Склонная к конвульсиям и странным сближениям власть назначила директором института другого героя – полярника Ивана Папанина, начальника легендарного дрейфа на льдине у Северного полюса. Вполне в духе времени сошлись лед (полярник Папанин) и пламень (революционер Морозов), а также пафос радикальной переделки мира и вера во всесилие науки, которая, если что вышло не так, то поправит…
В абсурд ситуации (вначале затопим, потом подумаем) укладывалась и сама личность Николая Морозова. В свое время, не окончив толком гимназии, погрузился он (опять что-то водное) в пучину революционной борьбы – и почти сразу же был выброшен волнами истории на уединенный каменный остров Шлиссельбурга. Четверть века заключения! – трудно понять, как он это выдержал. Чтоб не сойти с ума в неволе, наш граф Монте-Кристо занялся науками, слушая курсы, читаемые сокамерниками, среди которых были университетски образованные фигуры.
Он изучил астрономию и увлекся планетарными обобщениями. Сопоставив описанные в Ветхом Завете небесные события с наблюдениями астрономов, Морозов уверился в том, что 400 лет человеческой истории просто не было. Отождествив, к примеру, апостола Иоанна с Иоанном Златоустом, средневековым богословом.

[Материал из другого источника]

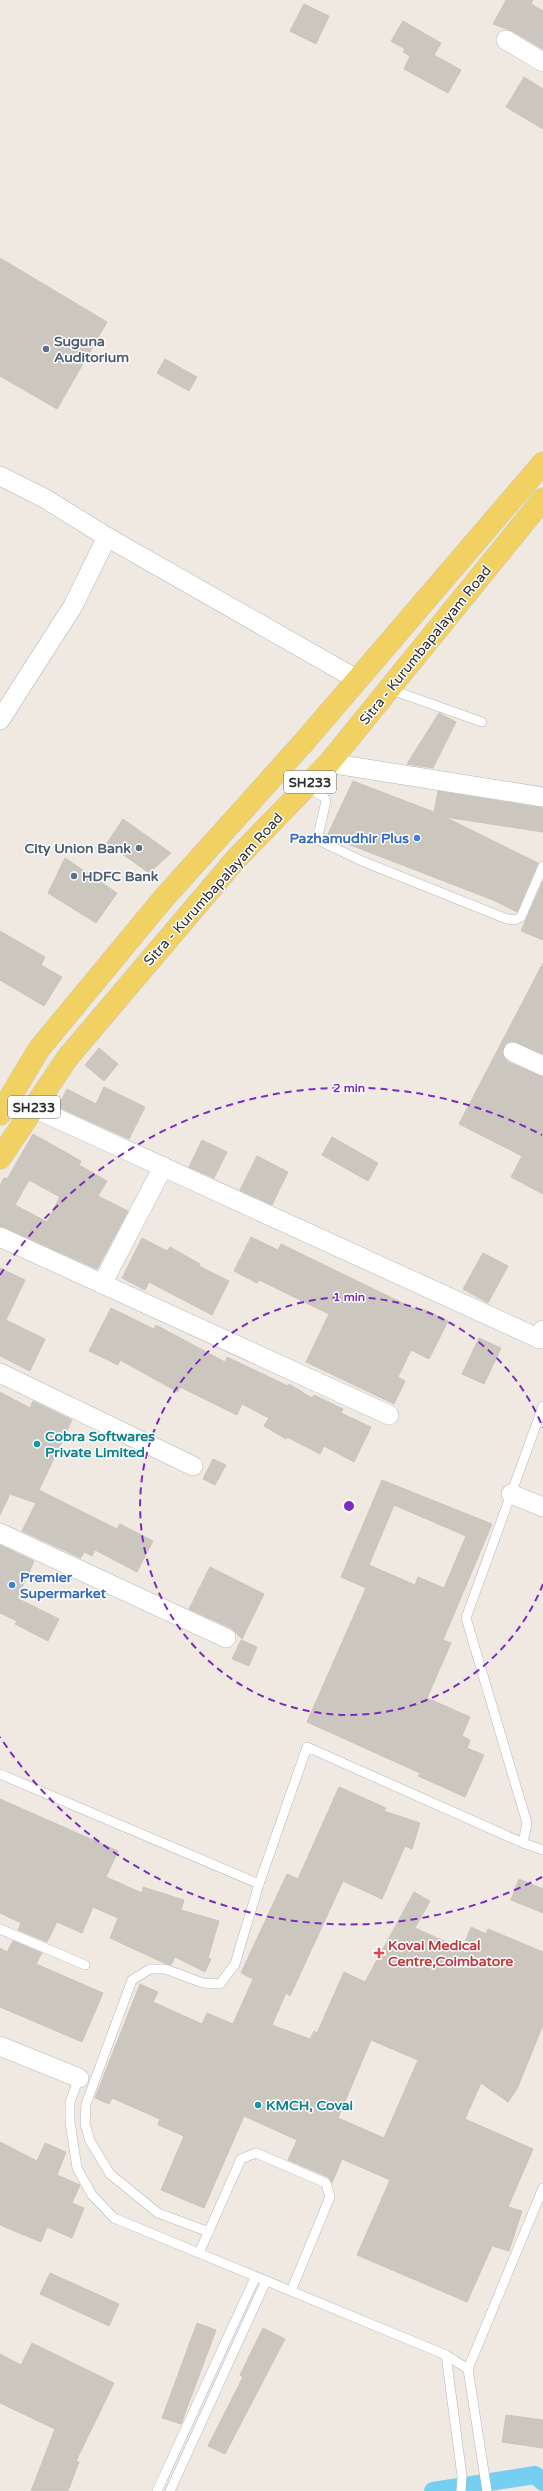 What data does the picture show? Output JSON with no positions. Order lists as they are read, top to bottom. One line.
{"streets":{"main road":["Sitra - Kurumbapalayam Road","SH233"]},"places":{"other":["Suguna Auditorium","Pazhamudhir Plus","City Union Bank","HDFC Bank","Cobra Softwares Private Limited","Premier Supermarket","KMCH, Covai"],"health":["Kovai Medical Centre,Coimbatore"]},"rings":["2 min","1 min"]}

Видимо, в застоявшейся воде Рыбинского моря завелся какой-то микроб вольнодумства, в том числе научного. В том же Борке жил и трудился друг поэта Осипа Мандельштама Борис Кузин, сторонник неортодоксальной биологии, отрицавший многие аспекты дарвиновской эволюции. Кузину Мандельштам посвятил стих «К немецкой речи», где есть такие строки: «...звук сузился, слова шипят, бунтуют…» И хочется переспросить, утвердиться в правоте аллюзии: слова? – или волжские струи, зажатые бетонными ребрами сливов плотин и стенами шлюзов?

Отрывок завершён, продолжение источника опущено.